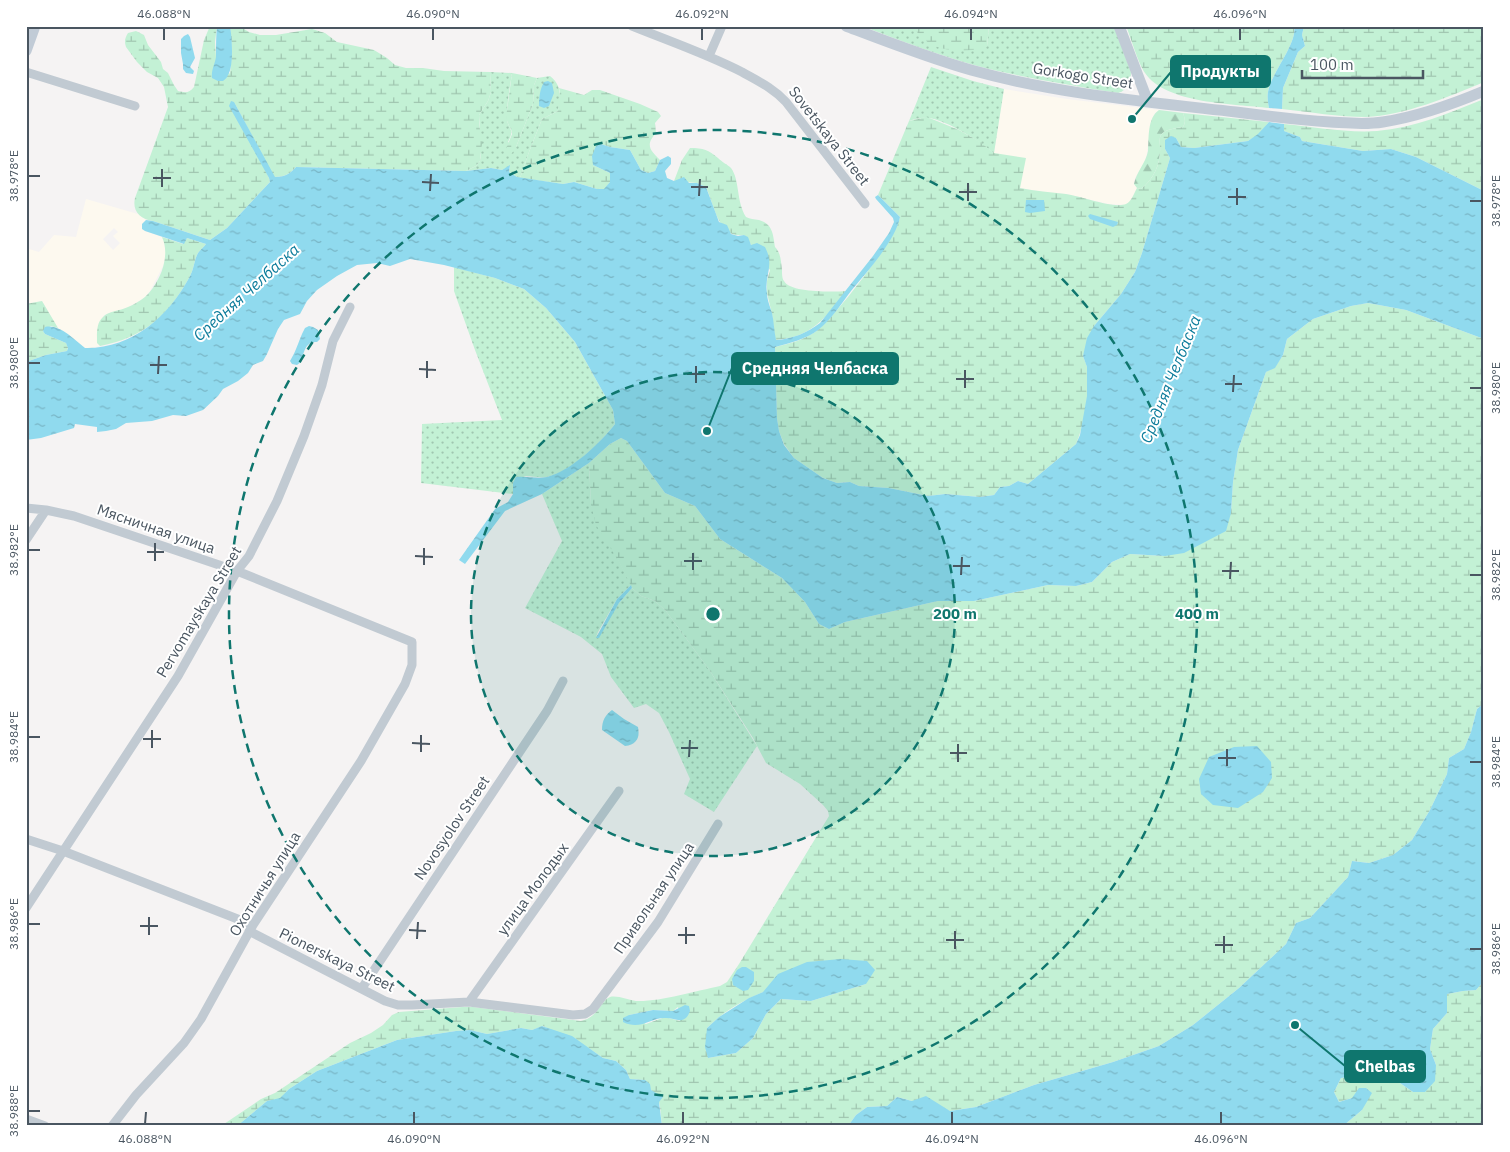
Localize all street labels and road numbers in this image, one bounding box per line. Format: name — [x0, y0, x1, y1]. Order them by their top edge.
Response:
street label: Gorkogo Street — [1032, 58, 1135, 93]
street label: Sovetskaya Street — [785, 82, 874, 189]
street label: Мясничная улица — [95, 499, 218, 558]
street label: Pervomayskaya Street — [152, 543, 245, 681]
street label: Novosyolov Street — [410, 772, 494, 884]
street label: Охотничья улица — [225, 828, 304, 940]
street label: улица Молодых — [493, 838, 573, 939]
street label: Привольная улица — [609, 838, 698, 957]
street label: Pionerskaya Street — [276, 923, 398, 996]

━━━━━━━━━━━━━━━━━━━━

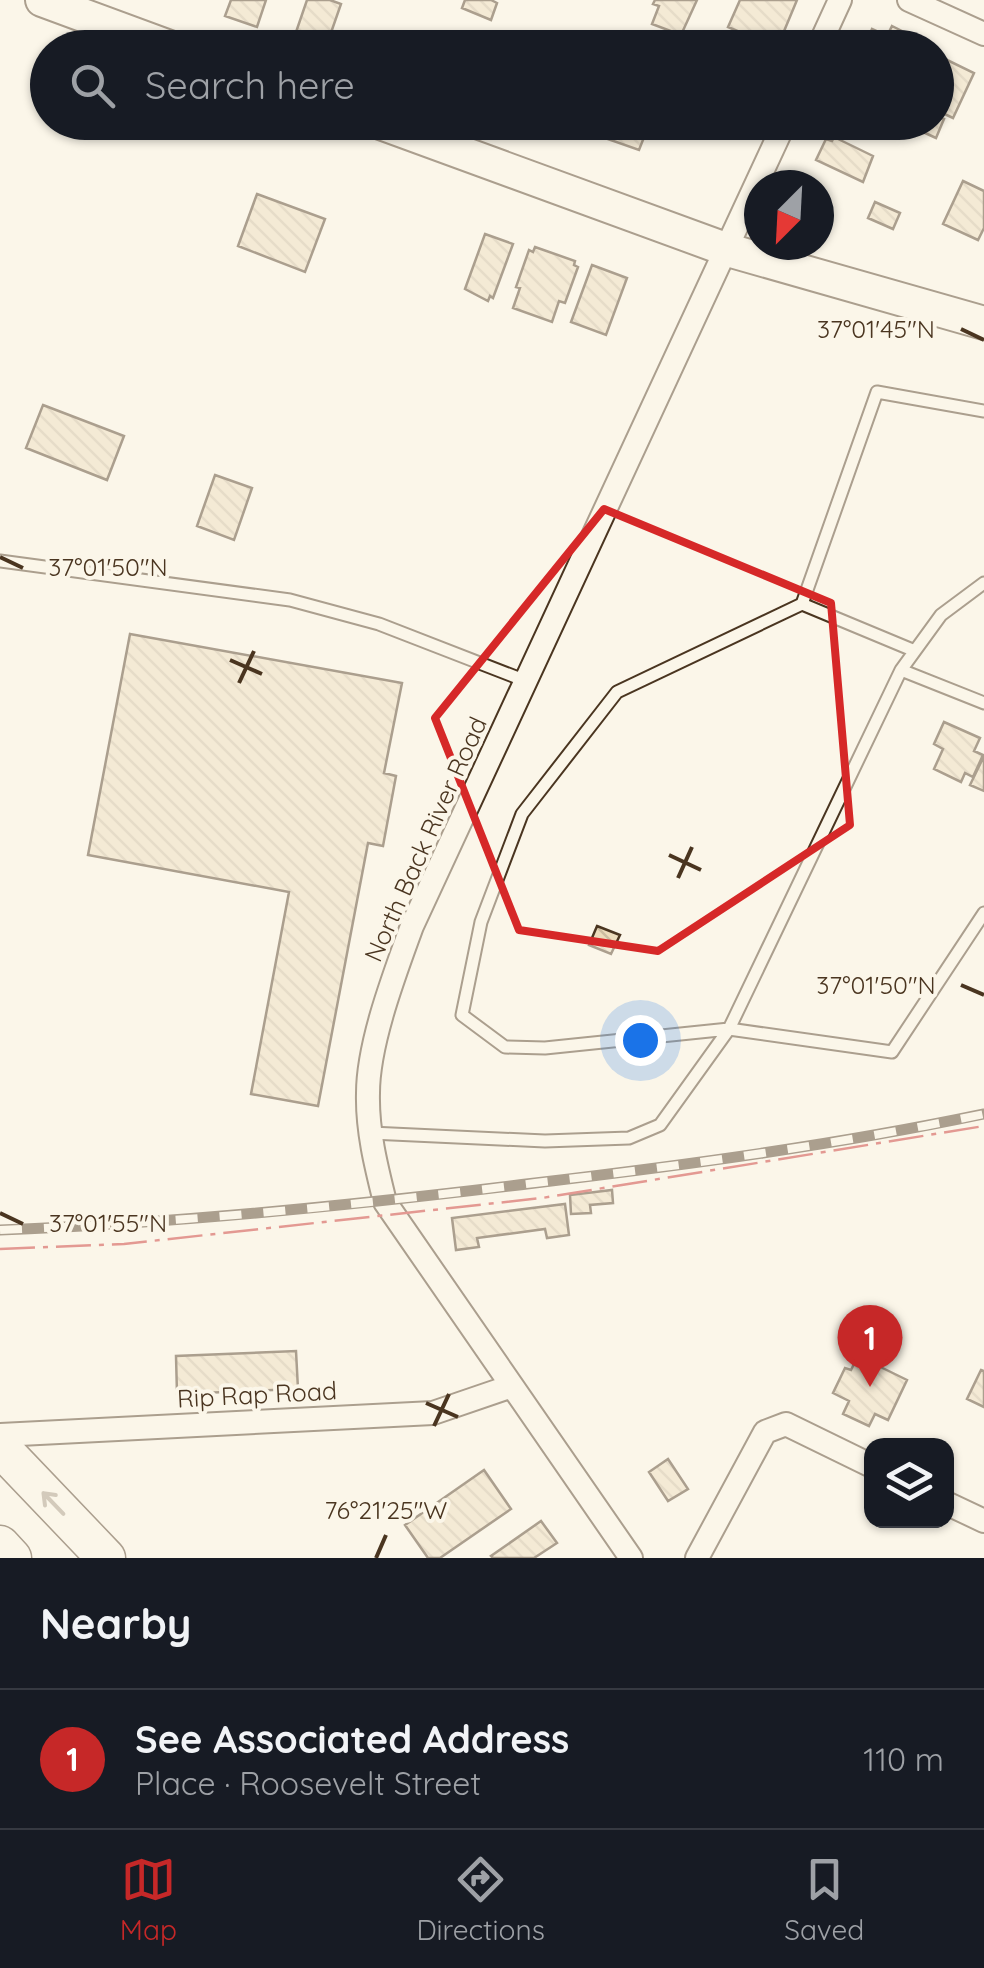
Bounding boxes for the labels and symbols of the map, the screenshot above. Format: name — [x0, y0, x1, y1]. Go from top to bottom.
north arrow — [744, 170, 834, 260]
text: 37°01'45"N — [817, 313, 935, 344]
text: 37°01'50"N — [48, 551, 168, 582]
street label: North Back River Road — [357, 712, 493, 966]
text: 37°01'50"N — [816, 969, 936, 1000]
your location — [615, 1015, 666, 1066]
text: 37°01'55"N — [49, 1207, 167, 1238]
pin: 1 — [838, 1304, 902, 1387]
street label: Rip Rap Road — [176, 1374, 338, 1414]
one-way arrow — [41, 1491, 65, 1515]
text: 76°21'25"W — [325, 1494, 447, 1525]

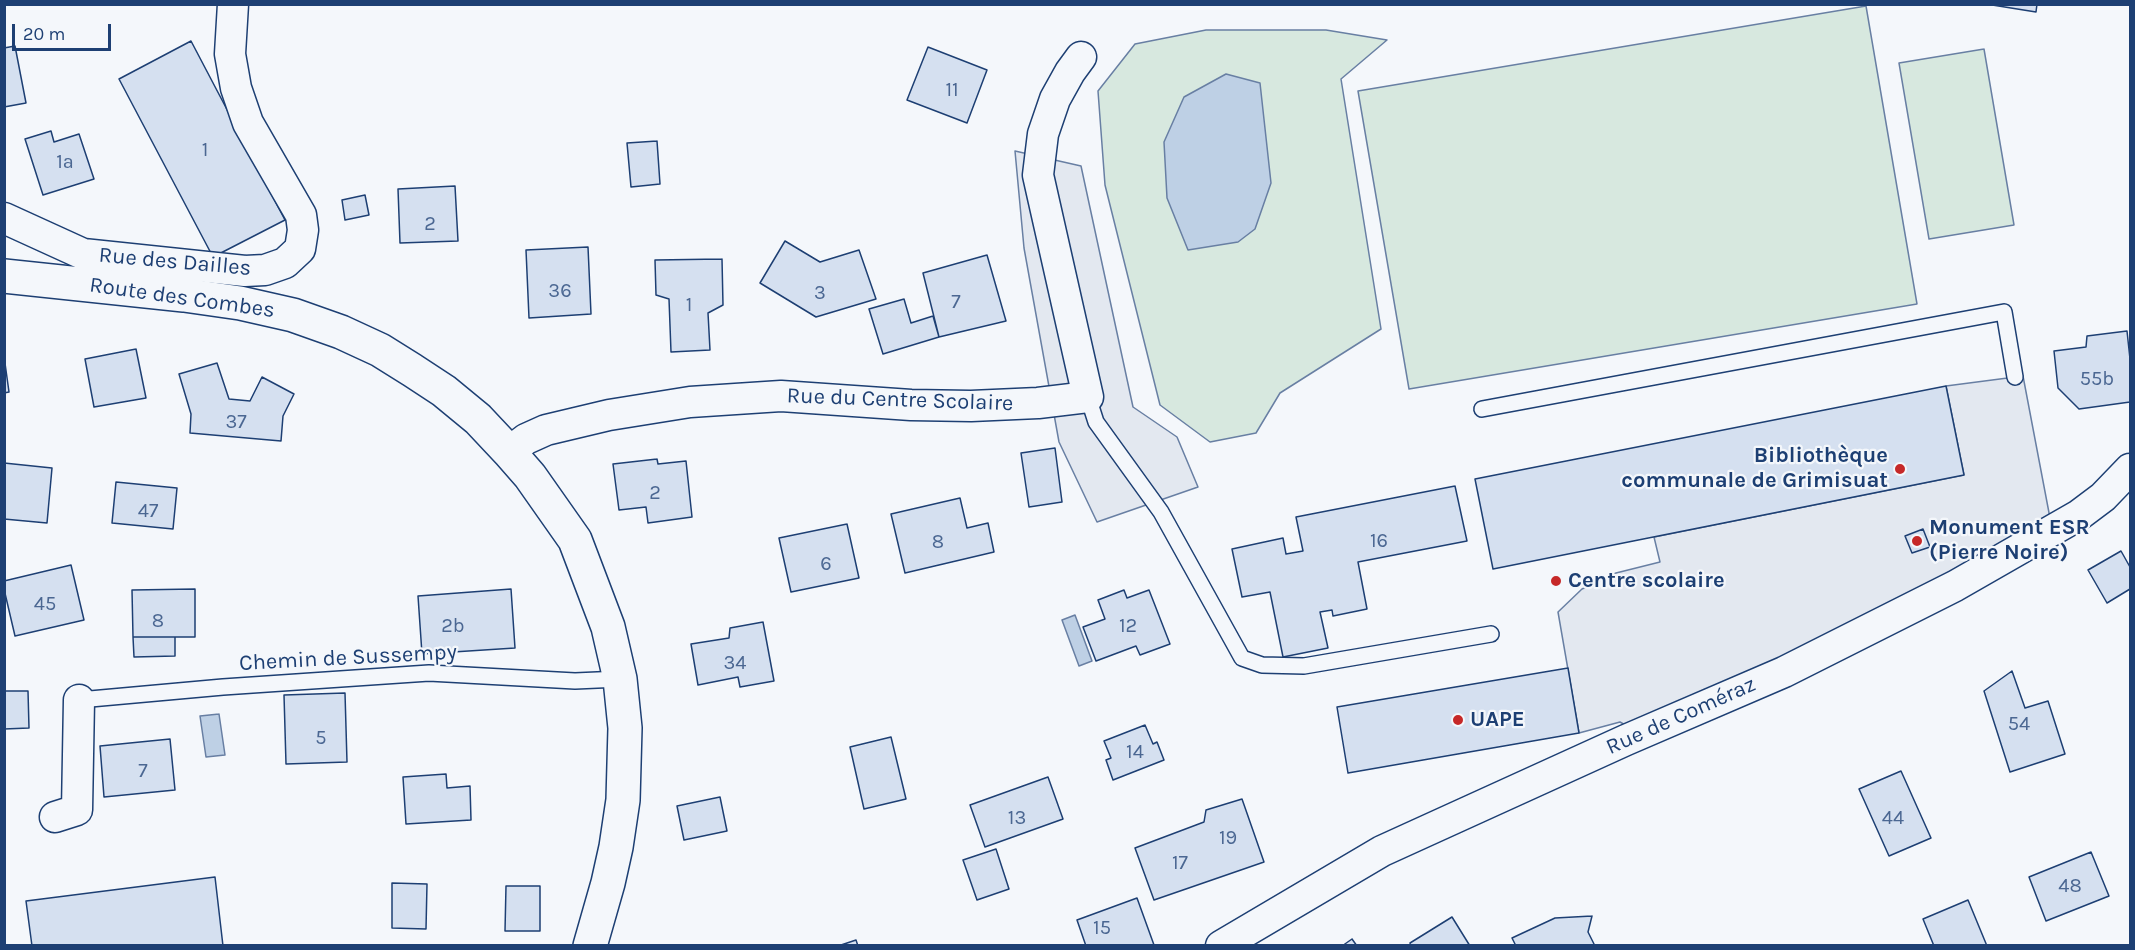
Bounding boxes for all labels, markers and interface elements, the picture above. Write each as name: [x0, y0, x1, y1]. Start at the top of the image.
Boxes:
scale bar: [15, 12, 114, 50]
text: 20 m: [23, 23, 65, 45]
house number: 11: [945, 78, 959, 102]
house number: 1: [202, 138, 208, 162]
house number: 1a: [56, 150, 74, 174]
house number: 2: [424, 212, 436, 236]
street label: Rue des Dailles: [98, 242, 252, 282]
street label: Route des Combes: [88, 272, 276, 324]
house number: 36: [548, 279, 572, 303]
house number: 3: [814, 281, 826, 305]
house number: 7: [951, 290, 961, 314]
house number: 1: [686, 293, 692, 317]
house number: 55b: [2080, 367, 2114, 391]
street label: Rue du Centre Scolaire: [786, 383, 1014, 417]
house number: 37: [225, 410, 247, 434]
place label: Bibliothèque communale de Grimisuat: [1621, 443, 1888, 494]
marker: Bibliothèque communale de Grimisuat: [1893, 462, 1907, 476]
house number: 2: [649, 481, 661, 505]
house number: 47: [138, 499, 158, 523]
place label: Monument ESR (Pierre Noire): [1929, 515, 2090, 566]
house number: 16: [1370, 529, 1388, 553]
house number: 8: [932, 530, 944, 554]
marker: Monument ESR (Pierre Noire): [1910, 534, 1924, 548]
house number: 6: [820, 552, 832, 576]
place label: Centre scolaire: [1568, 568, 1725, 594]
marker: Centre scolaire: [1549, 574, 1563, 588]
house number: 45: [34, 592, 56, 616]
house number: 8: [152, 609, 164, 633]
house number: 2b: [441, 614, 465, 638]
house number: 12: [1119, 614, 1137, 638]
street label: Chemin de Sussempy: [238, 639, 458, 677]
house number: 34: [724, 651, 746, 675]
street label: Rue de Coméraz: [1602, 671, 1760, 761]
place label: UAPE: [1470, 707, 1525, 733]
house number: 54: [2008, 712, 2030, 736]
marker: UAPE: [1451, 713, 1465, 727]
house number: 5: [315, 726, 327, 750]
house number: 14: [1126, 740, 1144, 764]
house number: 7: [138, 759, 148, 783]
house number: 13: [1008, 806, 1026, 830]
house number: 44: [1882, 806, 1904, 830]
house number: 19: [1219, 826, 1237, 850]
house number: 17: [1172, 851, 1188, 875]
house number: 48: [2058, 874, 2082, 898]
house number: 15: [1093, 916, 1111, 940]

━━━━━━━━━━━━━━━━━━━━

### What to do
Look above for the line with "Bounding boxes for the" and the line with "Bounding boxes for all"; set down those two lines and all lines between them exactly, without pictures and without anything else.

### Result
Bounding boxes for the labels and symbols of the map, the screenshot above. Format: name — [x0, y0, x1, y1]. Go from top to bottom.
north arrow — [744, 170, 834, 260]
text: 37°01'45"N — [817, 313, 935, 344]
text: 37°01'50"N — [48, 551, 168, 582]
street label: North Back River Road — [357, 712, 493, 966]
text: 37°01'50"N — [816, 969, 936, 1000]
your location — [615, 1015, 666, 1066]
text: 37°01'55"N — [49, 1207, 167, 1238]
pin: 1 — [838, 1304, 902, 1387]
street label: Rip Rap Road — [176, 1374, 338, 1414]
one-way arrow — [41, 1491, 65, 1515]
text: 76°21'25"W — [325, 1494, 447, 1525]

Bounding boxes for all labels, markers and interface elements, the picture above. Write each as name: [x0, y0, x1, y1]. Start at the top of the image.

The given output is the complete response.